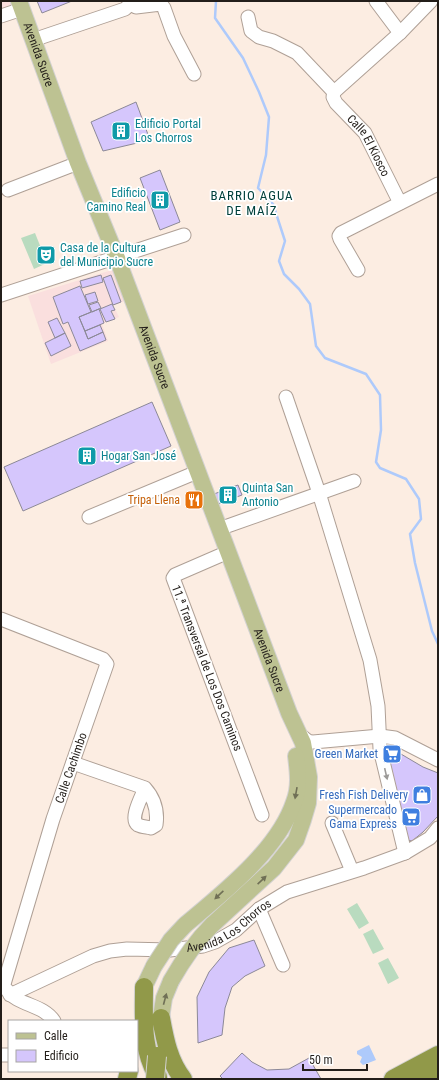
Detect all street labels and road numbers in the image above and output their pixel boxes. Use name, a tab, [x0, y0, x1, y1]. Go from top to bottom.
street label: Avenida Sucre	[20, 21, 57, 89]
street label: Calle El Kiosco	[344, 112, 393, 179]
street label: Avenida Sucre	[136, 323, 173, 391]
street label: 11.ª Transversal de Los Dos Caminos	[169, 583, 245, 753]
street label: Avenida Sucre	[251, 626, 288, 694]
street label: Calle Cachimbo	[52, 731, 90, 805]
street label: Avenida Los Chorros	[186, 896, 274, 955]

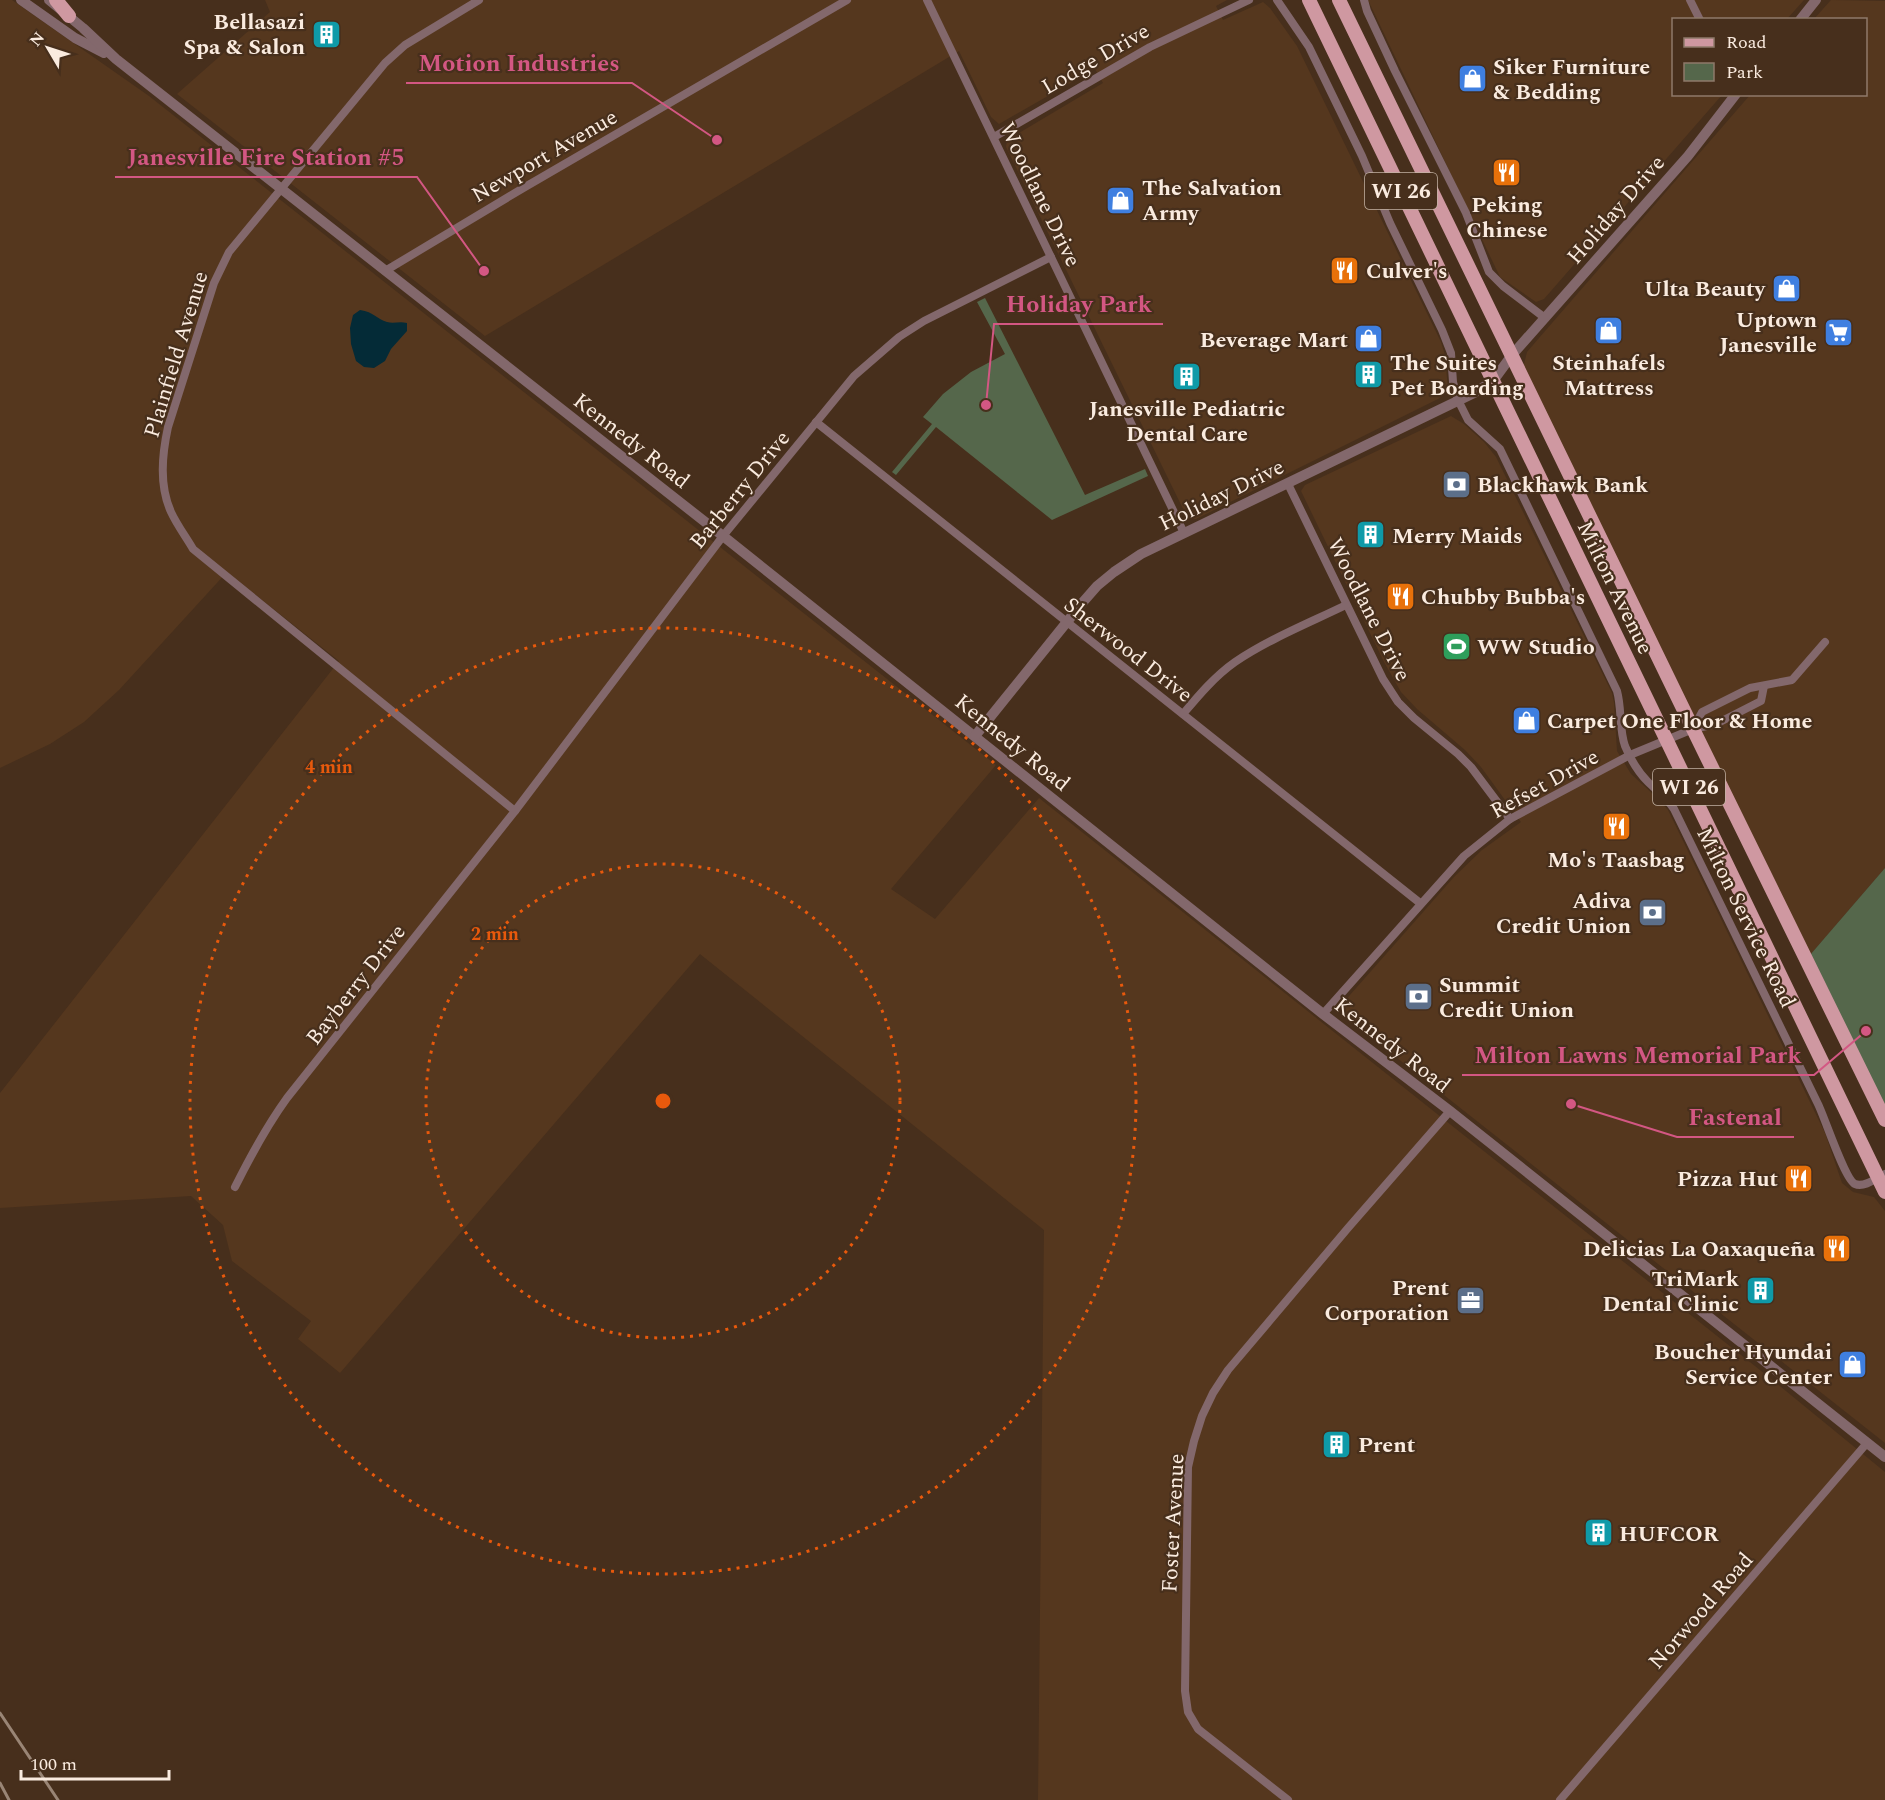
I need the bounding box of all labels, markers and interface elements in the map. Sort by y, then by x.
place label: Bellasazi Spa & Salon [183,6,305,64]
street label: Lodge Drive [1036,15,1156,104]
north arrow [18,18,78,78]
building icon: Bellasazi Spa & Salon [310,18,342,50]
legend [1672,18,1867,96]
text: N [24,27,51,52]
text: Road [1726,29,1767,56]
callout: Motion Industries [406,41,632,83]
text: Motion Industries [418,46,620,82]
place label: Siker Furniture & Bedding [1493,51,1650,109]
text: Park [1726,59,1763,86]
shop icon: Siker Furniture & Bedding [1456,63,1488,95]
street label: Newport Avenue [466,101,624,212]
street label: Woodlane Drive [990,117,1089,273]
callout: Janesville Fire Station #5 [115,135,417,177]
text: Janesville Fire Station #5 [127,140,405,176]
street label: Holiday Drive [1559,148,1673,272]
restaurant icon: Peking Chinese [1491,156,1523,188]
place label: The Salvation Army [1142,172,1282,230]
road number: WI 26 [1365,173,1437,209]
shop icon: The Salvation Army [1105,184,1137,216]
place label: Peking Chinese [1466,189,1548,247]
restaurant icon: Culver's [1329,254,1361,286]
place label: Culver's [1366,255,1448,288]
street label: Plainfield Avenue [135,267,217,442]
shop icon: Ulta Beauty [1770,272,1802,304]
place label: Ulta Beauty [1644,273,1767,306]
callout: Holiday Park [994,282,1163,324]
text: Holiday Park [1006,287,1152,323]
place label: Uptown Janesville [1719,304,1817,362]
shop icon: Steinhafels Mattress [1593,314,1625,346]
supermarket icon: Uptown Janesville [1822,316,1854,348]
shop icon: Beverage Mart [1353,323,1385,355]
place label: Beverage Mart [1200,324,1348,357]
place label: The Suites Pet Boarding [1390,347,1524,405]
place label: Steinhafels Mattress [1552,347,1666,405]
building icon: The Suites Pet Boarding [1353,359,1385,391]
building icon: Janesville Pediatric Dental Care [1171,360,1203,392]
street label: Kennedy Road [566,385,696,497]
place label: Janesville Pediatric Dental Care [1089,393,1285,451]
street label: Barberry Drive [682,423,798,556]
street label: Holiday Drive [1153,451,1290,540]
bank icon: Blackhawk Bank [1440,468,1472,500]
place label: Blackhawk Bank [1477,469,1649,502]
street label: Milton Avenue [1568,515,1661,660]
building icon: Merry Maids [1355,519,1387,551]
place label: Merry Maids [1392,520,1523,553]
street label: Woodlane Drive [1318,532,1419,687]
restaurant icon: Chubby Bubba's [1384,580,1416,612]
place label: Chubby Bubba's [1421,581,1585,614]
street label: Sherwood Drive [1056,589,1200,711]
sports icon: WW Studio [1440,630,1472,662]
place label: WW Studio [1477,631,1595,664]
street label: Kennedy Road [947,686,1077,800]
shop icon: Carpet One Floor & Home [1510,704,1542,736]
place label: Carpet One Floor & Home [1547,705,1813,738]
street label: Refset Drive [1484,741,1605,828]
text: 4 min [305,754,353,781]
road number: WI 26 [1653,769,1725,805]
restaurant icon: Mo's Taasbag [1600,811,1632,843]
street label: Milton Service Road [1687,822,1804,1014]
place label: Mo's Taasbag [1547,844,1685,877]
place label: Adiva Credit Union [1496,885,1632,943]
bank icon: Adiva Credit Union [1636,897,1668,929]
street label: Bayberry Drive [298,917,414,1053]
text: 2 min [471,921,519,948]
place label: Summit Credit Union [1439,969,1574,1027]
bank icon: Summit Credit Union [1402,981,1434,1013]
street label: Kennedy Road [1327,989,1457,1101]
callout: Milton Lawns Memorial Park [1462,1033,1814,1075]
text: Milton Lawns Memorial Park [1474,1038,1802,1074]
centre of rings [653,1091,673,1111]
callout: Fastenal [1677,1095,1794,1137]
text: Fastenal [1688,1100,1782,1136]
restaurant icon: Pizza Hut [1783,1162,1815,1194]
place label: Pizza Hut [1677,1163,1778,1196]
restaurant icon: Delicias La Oaxaqueña [1820,1232,1852,1264]
place label: Delicias La Oaxaqueña [1583,1233,1816,1266]
place label: TriMark Dental Clinic [1603,1263,1740,1321]
place label: Prent Corporation [1324,1272,1449,1330]
building icon: TriMark Dental Clinic [1744,1275,1776,1307]
office icon: Prent Corporation [1454,1284,1486,1316]
place label: Boucher Hyundai Service Center [1654,1336,1833,1394]
shop icon: Boucher Hyundai Service Center [1837,1348,1869,1380]
building icon: Prent [1321,1428,1353,1460]
place label: Prent [1358,1429,1415,1462]
street label: Foster Avenue [1153,1453,1194,1594]
building icon: HUFCOR [1582,1517,1614,1549]
place label: HUFCOR [1619,1518,1720,1551]
street label: Norwood Road [1641,1545,1762,1677]
scale bar [21,1743,170,1781]
text: 100 m [30,1751,77,1778]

════

How to complete this task
Every line in the listing that holds the string "Pizza" should be copied out.

Written solution
restaurant icon: Pizza Hut [1783,1162,1815,1194]
place label: Pizza Hut [1677,1163,1778,1196]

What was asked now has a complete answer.